The question is: is there exists an $\alpha$ such, that $\lim\limits_{n\to\infty}n^\alpha x_n\neq0$.
I tried to find explicit formula for $x_n$, but did not succeed. I stucked at that point: if $a_1=(\frac{1}{4})^2$, $a_n=(a_{n-1}+\frac{1}{4})^2$, then $x_n=-a_{n-2}+\frac{1}{4}$ for $n\ge3$.

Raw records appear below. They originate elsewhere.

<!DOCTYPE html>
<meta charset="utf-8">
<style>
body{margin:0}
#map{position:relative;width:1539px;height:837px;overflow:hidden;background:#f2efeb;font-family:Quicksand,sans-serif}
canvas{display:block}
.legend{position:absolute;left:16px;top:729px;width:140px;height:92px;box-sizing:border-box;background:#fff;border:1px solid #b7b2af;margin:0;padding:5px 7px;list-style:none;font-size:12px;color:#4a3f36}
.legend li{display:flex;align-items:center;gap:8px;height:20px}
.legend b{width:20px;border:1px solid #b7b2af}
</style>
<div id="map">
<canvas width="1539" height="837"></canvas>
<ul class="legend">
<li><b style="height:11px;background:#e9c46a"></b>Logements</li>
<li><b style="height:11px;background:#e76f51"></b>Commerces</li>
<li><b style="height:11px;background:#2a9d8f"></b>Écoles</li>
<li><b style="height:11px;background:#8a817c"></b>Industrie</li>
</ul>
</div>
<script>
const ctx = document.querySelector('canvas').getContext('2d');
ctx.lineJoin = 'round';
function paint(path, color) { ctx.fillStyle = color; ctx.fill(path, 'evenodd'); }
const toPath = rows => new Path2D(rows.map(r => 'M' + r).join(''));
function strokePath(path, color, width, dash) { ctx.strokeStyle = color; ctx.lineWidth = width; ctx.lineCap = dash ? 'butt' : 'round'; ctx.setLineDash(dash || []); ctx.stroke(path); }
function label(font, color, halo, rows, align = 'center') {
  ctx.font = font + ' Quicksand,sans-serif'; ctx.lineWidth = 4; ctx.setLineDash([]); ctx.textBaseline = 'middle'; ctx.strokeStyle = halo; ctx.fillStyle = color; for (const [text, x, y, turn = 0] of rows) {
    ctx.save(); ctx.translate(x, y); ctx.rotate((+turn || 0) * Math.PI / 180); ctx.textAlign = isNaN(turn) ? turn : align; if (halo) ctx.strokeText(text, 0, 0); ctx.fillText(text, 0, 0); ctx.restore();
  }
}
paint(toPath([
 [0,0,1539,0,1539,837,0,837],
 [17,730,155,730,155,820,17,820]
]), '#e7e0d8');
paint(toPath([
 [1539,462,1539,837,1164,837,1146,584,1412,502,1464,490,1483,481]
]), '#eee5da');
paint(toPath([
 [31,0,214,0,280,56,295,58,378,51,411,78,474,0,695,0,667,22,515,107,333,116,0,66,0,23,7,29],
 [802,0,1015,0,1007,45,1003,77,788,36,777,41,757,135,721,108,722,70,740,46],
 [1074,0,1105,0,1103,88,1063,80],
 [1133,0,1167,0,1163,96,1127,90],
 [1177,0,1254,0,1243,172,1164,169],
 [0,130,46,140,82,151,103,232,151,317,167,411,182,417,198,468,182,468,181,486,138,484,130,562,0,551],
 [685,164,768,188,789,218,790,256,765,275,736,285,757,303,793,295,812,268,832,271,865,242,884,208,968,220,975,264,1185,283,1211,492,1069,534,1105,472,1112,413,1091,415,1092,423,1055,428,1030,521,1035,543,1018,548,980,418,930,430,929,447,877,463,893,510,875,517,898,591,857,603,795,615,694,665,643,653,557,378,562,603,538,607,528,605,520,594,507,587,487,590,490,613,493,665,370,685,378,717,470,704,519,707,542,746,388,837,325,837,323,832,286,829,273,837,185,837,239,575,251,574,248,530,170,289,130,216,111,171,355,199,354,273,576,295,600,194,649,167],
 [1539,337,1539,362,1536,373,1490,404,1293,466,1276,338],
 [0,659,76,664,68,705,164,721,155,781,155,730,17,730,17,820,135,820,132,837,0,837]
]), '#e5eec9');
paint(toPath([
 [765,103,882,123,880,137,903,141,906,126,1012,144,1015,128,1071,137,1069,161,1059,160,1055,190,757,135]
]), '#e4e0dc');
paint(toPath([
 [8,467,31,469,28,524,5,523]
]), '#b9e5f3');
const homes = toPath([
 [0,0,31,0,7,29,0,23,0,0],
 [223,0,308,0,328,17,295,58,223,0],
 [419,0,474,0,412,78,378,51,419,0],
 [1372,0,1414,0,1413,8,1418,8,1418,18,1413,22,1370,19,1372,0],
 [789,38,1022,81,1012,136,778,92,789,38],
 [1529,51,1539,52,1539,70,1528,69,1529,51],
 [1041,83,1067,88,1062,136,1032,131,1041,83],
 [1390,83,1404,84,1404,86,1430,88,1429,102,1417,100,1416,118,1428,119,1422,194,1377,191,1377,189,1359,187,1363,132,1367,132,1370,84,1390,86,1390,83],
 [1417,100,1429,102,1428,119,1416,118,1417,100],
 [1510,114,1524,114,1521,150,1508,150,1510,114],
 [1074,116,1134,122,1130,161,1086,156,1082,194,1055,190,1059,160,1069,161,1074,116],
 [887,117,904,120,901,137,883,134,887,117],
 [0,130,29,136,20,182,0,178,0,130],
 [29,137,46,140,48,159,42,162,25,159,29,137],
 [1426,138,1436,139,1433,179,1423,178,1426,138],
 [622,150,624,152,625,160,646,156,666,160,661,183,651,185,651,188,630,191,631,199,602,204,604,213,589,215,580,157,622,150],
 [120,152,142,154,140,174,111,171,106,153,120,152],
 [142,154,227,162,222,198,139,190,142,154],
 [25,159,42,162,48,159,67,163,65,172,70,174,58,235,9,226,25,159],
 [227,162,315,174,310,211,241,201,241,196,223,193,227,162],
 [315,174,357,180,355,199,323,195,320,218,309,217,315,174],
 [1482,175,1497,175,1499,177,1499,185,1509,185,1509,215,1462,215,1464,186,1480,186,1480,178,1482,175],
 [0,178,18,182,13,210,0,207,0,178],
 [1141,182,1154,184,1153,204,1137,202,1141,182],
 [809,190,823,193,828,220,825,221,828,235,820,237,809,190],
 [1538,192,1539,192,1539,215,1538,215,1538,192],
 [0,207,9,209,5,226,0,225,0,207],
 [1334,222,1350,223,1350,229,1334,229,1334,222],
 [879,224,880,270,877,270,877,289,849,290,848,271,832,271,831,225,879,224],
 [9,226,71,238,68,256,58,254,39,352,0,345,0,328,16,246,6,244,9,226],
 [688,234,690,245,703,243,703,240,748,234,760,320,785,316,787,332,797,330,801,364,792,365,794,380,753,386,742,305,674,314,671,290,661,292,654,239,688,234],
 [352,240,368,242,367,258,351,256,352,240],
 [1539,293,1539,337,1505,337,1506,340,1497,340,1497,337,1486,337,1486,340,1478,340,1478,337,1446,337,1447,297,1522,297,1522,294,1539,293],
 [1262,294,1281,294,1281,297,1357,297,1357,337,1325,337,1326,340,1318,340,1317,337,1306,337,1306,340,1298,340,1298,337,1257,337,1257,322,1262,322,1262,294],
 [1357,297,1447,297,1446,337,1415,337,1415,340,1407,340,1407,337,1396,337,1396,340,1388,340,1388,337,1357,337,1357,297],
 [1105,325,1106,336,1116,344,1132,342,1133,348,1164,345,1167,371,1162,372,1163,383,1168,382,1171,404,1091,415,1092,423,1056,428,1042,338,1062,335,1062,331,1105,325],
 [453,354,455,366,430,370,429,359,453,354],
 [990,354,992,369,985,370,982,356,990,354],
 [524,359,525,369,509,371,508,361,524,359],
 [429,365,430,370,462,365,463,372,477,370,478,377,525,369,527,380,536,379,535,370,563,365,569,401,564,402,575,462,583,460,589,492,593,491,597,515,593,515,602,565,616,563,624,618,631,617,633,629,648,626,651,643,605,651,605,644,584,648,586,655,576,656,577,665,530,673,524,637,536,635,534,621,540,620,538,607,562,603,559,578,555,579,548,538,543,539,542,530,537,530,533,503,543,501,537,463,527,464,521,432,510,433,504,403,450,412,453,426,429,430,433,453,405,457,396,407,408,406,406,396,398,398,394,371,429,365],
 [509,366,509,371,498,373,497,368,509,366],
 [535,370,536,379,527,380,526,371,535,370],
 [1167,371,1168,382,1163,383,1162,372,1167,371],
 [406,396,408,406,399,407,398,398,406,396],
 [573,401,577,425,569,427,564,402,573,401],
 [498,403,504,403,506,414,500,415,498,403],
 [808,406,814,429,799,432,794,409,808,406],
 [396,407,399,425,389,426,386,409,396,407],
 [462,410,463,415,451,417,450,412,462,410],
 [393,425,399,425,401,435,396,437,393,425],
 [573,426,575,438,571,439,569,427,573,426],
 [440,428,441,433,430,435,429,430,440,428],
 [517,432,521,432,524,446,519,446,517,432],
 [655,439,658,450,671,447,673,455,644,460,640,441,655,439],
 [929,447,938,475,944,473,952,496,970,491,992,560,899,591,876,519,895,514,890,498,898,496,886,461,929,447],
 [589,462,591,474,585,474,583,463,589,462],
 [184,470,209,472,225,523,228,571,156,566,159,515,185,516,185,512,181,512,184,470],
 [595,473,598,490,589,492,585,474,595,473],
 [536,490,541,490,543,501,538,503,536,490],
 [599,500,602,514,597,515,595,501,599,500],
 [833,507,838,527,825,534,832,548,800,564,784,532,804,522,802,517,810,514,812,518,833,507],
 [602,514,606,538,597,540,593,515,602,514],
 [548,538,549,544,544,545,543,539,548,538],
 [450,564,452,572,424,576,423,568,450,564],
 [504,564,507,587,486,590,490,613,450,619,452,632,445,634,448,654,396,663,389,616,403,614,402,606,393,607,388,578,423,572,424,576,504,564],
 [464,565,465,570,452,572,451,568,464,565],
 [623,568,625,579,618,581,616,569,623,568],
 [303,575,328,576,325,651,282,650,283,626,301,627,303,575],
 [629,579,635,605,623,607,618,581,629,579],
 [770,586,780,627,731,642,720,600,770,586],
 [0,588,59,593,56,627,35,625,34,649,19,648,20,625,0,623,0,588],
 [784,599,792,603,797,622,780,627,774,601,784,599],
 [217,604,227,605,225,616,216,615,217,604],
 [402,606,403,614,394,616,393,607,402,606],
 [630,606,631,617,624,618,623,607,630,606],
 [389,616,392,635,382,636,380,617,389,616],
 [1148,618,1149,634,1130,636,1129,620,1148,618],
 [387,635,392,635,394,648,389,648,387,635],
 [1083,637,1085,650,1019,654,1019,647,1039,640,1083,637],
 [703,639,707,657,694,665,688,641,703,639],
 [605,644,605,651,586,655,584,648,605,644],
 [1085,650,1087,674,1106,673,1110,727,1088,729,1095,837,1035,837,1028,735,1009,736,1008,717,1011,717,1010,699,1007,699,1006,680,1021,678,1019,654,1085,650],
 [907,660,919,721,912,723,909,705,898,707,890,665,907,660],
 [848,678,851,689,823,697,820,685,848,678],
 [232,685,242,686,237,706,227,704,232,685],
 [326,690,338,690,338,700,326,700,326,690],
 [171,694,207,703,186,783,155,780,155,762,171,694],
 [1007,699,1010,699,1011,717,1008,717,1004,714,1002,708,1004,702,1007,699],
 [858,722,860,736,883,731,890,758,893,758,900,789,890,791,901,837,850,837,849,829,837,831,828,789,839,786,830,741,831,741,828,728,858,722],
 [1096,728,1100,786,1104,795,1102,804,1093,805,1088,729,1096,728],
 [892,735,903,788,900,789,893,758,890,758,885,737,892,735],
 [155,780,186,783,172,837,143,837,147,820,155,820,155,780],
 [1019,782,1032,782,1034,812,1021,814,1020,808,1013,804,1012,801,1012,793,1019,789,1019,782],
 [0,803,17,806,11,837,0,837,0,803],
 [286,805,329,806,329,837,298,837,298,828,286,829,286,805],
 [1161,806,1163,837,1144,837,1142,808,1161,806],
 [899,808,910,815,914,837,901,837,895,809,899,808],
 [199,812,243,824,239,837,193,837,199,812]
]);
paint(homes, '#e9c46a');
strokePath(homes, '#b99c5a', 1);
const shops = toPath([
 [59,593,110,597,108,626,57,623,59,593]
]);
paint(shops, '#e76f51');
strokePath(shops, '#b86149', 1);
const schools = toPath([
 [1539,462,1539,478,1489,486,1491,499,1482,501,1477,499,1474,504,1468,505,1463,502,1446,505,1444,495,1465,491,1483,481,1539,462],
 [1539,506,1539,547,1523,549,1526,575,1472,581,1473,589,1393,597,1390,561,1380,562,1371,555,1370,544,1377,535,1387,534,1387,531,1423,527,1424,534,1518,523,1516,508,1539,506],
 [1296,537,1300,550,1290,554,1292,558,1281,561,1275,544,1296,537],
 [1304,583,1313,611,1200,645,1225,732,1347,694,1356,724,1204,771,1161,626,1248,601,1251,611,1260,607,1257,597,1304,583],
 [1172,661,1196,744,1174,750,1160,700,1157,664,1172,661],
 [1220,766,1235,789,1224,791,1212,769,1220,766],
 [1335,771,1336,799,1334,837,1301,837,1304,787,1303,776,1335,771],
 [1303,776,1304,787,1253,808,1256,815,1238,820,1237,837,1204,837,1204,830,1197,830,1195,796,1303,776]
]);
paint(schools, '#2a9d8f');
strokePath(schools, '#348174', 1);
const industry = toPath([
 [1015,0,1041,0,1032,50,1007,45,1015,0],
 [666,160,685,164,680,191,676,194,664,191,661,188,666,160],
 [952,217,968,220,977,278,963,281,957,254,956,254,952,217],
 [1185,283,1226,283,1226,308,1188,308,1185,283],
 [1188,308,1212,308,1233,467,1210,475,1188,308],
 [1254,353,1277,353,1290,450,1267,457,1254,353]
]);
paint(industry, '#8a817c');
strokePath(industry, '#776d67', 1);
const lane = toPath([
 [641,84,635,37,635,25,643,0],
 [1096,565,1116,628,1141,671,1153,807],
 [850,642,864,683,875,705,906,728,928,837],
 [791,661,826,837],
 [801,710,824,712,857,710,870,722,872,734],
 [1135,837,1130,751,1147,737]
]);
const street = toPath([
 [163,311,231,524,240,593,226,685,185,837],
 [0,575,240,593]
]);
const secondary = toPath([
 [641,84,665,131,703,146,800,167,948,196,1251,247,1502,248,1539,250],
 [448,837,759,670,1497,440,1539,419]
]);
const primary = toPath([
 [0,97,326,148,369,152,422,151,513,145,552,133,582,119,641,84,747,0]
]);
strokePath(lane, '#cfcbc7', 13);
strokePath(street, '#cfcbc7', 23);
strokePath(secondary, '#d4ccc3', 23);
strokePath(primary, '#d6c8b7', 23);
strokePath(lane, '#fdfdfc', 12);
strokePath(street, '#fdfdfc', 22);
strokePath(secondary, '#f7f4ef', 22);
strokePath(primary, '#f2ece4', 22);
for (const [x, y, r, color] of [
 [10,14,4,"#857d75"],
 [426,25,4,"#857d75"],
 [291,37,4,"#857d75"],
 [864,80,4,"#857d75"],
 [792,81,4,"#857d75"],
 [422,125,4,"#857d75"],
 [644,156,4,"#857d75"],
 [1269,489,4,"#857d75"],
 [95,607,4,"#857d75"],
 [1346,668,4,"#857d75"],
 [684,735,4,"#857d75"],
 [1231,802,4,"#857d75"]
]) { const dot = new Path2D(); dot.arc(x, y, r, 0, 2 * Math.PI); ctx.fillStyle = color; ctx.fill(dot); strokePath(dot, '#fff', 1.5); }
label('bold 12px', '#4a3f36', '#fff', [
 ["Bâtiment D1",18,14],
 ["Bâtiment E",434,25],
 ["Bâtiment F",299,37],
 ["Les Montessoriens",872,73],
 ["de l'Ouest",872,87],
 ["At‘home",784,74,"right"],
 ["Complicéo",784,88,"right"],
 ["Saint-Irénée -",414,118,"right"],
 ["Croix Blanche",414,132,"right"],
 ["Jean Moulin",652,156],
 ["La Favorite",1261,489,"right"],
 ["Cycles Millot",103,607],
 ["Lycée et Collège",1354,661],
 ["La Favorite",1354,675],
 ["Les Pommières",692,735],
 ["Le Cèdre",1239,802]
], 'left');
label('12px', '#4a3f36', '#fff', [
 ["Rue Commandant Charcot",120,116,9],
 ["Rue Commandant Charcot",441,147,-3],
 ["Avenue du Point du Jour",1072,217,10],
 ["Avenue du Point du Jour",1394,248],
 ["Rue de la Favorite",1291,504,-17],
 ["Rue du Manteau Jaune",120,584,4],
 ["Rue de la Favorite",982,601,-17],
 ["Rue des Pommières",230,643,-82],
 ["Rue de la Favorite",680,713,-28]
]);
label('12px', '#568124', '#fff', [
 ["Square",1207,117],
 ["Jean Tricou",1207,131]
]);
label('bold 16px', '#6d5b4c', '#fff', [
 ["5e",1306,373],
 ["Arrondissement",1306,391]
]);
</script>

Thanks for any ideas and help.
Let $y_n = \frac{1}{x_n} - n$, we have
$$y_{n+1} = \frac{1}{x_{n+1}}-(n+1) = \frac{1}{x_n} + \frac{1}{1-x_n} - (n+1) = y_n + \frac{x_n}{1-x_n}$$ This implies for $n > 1$,
$$y_n = y_1 + \sum_{k=1}^{n-1} \frac{x_k}{1-x_k} \quad\iff\quad \frac{1}{x_n} = n + 1 + \sum_{k=1}^{n-1}\frac{x_k}{1-x_k} \tag{*1}$$ Since $0 \le x_k < 1$, this immediately give us an upper bound of $x_n$:
$$\frac{1}{x_n} \ge n+1 \quad\iff\quad x_n \le \frac{1}{n+1}\tag{*2}$$
Substitute $(*2)$ in $(*1)$ and notice the map $x \mapsto \frac{x}{1-x}$ is an increasing function for $x \in [0,1)$, we obtain a lower bound for $x_n$:
$$\begin{align} & \frac{1}{x_n} \le n+1 + \sum_{k=1}^{n-1}\frac{\frac{1}{k+1}}{1 - \frac{1}{k+1}} = n + 1 + \sum_{k=1}^{n-1}\frac{1}{k} \le n + 1 + \log n + \gamma\\ \implies & x_n \ge \frac{1}{n + 1 + \log n + \gamma}\tag{*3} \end{align}$$ where $\gamma$ is the Euler–Mascheroni constant.
Combine these two bounds, it is clear we can take $\alpha = 1$ and $\displaystyle\lim_{n\to\infty} n^\alpha x_n = 1$.